We are still using hoses. It’s kind of a pain but not too bad. We try to fill water when the temperature is above freezing in the afternoon…cause, we live in the warm south…lol.
I should probably find a way to test my forage. I assume the worst though. And I know the test values would change wildly as we cross the landscape.
I don’t expect my fescue would pass those levels of protein in part because much of it is very mature. I have to think they are testing absolute ideals there. When I have heard Salatin talk about it he mentions swings from 7% protein pre-frost to 14% protein after frost and he has applied a layer of chicken manure in the fall to get the grass in condition.

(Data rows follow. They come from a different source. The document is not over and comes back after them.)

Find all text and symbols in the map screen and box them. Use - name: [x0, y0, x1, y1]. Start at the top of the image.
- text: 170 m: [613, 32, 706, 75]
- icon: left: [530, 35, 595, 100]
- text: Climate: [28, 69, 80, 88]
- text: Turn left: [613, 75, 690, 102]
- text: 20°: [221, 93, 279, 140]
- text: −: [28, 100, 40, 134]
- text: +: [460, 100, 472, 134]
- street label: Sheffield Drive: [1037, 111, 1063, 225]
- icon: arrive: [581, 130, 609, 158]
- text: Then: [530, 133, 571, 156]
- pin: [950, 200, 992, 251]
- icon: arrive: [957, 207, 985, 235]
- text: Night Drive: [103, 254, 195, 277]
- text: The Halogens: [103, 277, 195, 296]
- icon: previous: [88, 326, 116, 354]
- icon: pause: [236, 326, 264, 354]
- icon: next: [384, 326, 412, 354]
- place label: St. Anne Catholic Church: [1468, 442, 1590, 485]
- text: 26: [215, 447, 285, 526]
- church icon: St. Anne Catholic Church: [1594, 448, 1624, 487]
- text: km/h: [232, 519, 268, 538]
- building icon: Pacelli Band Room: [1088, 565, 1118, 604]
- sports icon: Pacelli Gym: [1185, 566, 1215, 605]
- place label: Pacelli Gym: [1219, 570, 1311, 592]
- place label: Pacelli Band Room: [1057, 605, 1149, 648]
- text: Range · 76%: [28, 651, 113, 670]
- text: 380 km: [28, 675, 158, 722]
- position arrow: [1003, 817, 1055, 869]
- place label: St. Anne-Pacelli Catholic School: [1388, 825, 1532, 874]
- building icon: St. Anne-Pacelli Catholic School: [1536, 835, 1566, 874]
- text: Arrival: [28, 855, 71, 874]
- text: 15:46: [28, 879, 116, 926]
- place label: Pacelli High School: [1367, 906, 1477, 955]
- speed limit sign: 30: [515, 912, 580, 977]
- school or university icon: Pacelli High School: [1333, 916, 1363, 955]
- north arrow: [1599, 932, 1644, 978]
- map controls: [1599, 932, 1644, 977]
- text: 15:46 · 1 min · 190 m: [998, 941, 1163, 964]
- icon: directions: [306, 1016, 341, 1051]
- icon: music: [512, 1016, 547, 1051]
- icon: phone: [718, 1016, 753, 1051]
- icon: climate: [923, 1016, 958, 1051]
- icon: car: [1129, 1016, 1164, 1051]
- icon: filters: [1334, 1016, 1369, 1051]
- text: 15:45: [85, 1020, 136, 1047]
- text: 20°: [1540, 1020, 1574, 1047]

I need more chicken manure. A 10 year old Chris Jordan would shudder at that statement.
Thanks for the additional info that helps. Roughly what percentage of your dif fields did the chickens cover in 2014? (I am assuming 1 pass only?)
Is there a sequel to this Poop Blog post on the Straight Pee ? Have you ever tested the pH of your cow’s urine as Elizondo talks about as a test for protein?
Interesting article on this via the first Elizondo link you provide then click on his link on “watch manure, gut fill, and body condition” – to a PDF with an article below that drove the msg home to me on supplementing protein to conserve winter forage – explained as:
“Elizondo uses this example: A 1,200-pound cow with a 2.5% dry matter intake would eat 30 pounds of dry matter per day. However, if forage protein is deficient at 5.7%, the cow can over-eat by about 40%. That means her dry matter consumption would be 42 pounds per day as she tries to consume the pounds of protein she needs to digest the forage.
Those 12 pounds of extra dry matter per cow per day may be important if the amount of forage is limiting or there is a shortage of alternative feeds,” he says. Supplementing protein up to that magic 8% level could save valuable forage and potentially support 40% more cows on the same forage.”
Thanks for the lead on him I will keep reading and learning 🙂
I think that’s really interesting. I guess I could follow my cows with litmus paper but even the cows would think that’s weird. I think Elizondo has a lot to teach us but at this point, dividing my time between my employer, my family and my small herd I can’t be too nerdy about numbers. I just look at their condition, their coat and their manure as we move through the pastures. Maybe that’s a lame excuse though. I dunno.
But just think what a hit you would be with these stories at the office and social functions! LOL It didn’t sound all that bad really – go to pharmacy, buy pH paper, put pkg in farm chore jacket pocket, one day when you see a cow pee dip your paper on a blade of grass that got “watered” and take reading – you don’t need to catch it from the cow. If you see some pH paper mysteriously arrive from Amazon in your mailbox one day consider this your Bovine Urology Scholarship Award lol!
Here is my last plug for pee H testing, if nothing else used as a second opinion to the other conditions you already read – a reference to a conference Mark Bader was a speaker at:
“Protein in excess of energy will increase health problems and in many cases is responsible for slow breed back. If the urine pH of your animals is over seven, this condition exists in your herd.” http://www.ecofarm.co.nz/Probitas/Conference.html
Agricultural Insights has a Mark Bader (the pH guy) podcast for mbrs only on Cattle biology and Minerals. I am not a mbr are you still? http://agriculturalinsights.com/mark-bader-on-free-choice-minerals/
There don’t seem to be ag insights podcasts anymore. Chris appears to be focused on a new venture.
Mark Bader is all about the energy. He gave me some advice last spring and it has caused me to change my spring grazing plans. I need to let my cows be picky in the early spring so I may just subdivide my farm into 10 paddocks and rotate them through the entire farm 3 times in April. Maybe add a few divisions and roll through twice in May. Then we slow down. Whatever we end up doing, we’ll move faster than we did last year.